Description of the task: Each line of the entries below that holds "bounding" is needed, copied in full.

** Opening Data extract block **

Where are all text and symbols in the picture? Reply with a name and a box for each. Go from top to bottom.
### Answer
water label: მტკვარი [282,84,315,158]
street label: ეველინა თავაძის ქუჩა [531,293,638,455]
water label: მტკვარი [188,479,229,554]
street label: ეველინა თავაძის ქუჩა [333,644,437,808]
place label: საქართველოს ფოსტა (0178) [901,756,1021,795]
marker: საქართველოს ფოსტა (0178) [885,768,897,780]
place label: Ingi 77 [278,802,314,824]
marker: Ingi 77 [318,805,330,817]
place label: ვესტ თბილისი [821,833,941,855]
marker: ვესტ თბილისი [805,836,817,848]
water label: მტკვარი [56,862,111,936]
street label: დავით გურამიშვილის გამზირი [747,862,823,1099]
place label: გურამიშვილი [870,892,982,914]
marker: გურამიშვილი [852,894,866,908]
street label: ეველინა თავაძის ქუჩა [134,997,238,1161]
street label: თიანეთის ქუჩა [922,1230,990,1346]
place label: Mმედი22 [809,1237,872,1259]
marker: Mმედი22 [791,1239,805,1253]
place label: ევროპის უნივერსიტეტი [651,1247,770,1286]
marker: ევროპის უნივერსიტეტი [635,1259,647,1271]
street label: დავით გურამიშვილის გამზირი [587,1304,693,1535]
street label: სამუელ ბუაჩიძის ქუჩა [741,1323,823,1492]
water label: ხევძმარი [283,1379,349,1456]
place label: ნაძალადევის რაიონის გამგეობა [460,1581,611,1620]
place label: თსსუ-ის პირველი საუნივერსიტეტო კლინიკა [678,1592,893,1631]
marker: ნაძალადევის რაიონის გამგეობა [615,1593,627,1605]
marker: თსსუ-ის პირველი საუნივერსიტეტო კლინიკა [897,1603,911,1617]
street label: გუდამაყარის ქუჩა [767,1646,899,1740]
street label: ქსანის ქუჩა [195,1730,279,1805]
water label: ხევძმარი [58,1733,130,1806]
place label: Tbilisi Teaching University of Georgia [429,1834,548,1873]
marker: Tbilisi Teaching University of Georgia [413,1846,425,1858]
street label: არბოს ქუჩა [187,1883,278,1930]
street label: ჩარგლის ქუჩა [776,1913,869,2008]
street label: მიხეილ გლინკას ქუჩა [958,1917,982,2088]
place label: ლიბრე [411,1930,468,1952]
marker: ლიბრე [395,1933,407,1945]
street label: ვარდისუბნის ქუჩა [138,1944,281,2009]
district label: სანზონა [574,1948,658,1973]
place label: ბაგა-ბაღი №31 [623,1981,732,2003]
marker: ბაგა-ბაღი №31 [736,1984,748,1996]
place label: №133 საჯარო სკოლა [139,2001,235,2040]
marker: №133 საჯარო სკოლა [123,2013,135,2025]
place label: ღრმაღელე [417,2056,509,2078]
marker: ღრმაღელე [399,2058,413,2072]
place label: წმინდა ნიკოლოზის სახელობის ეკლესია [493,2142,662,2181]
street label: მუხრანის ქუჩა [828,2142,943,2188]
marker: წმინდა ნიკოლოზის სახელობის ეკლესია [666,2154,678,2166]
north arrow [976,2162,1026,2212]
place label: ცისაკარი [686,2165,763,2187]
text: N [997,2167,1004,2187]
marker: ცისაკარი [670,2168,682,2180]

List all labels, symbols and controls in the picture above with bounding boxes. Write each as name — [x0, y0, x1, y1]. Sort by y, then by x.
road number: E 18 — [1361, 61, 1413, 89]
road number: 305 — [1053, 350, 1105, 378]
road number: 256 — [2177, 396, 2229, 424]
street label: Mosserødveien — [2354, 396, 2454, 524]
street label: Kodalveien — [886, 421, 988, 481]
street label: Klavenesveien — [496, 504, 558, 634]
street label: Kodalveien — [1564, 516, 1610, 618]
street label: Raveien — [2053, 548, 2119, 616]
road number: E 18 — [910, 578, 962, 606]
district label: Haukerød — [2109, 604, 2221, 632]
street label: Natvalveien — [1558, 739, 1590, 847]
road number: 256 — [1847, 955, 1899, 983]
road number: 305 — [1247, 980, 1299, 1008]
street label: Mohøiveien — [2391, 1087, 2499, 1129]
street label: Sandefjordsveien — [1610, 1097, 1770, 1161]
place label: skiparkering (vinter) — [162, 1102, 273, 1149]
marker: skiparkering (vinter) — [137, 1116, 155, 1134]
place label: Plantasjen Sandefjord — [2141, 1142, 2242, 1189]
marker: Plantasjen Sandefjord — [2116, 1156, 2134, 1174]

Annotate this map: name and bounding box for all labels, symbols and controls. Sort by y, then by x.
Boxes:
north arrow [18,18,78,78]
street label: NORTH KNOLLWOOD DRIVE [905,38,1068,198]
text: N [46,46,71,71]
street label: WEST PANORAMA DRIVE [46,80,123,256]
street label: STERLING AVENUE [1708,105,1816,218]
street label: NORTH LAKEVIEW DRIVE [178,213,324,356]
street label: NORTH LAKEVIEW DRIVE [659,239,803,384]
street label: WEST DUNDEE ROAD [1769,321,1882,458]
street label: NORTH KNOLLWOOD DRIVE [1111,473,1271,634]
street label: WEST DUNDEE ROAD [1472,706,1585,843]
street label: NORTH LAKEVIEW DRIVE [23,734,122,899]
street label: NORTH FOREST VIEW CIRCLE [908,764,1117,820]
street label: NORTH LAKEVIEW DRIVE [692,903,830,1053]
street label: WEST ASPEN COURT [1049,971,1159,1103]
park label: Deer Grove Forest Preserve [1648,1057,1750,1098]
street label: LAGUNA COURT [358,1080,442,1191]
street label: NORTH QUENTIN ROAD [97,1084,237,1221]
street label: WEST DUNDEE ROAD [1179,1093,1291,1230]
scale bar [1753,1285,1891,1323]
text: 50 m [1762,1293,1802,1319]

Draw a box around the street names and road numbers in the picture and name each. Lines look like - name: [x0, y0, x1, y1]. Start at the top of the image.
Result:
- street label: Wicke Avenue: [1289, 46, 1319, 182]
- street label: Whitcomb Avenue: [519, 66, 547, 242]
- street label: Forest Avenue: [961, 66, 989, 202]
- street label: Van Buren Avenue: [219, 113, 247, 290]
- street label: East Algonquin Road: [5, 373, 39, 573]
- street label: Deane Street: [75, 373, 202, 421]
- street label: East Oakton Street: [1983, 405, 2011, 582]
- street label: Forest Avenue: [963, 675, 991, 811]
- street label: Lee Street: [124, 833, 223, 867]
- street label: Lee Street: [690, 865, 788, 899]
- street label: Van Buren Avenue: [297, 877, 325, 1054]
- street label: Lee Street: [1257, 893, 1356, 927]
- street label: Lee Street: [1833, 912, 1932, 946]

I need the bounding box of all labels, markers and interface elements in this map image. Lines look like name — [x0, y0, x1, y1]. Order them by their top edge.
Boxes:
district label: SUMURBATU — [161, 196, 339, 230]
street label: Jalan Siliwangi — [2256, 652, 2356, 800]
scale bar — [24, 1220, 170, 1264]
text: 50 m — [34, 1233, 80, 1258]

** Closing Data extract block **

Task response:
List all labels, symbols and controls in the picture above with bounding boxes. Write each as name — [x0, y0, x1, y1]. Sort by y, then by x.
Annotate this map: name and bounding box for all labels, symbols and controls. Sort by y, then by x.
I need the bounding box of all labels, markers and interface elements in this map image. Lines look like name — [x0, y0, x1, y1]. Order them by their top edge.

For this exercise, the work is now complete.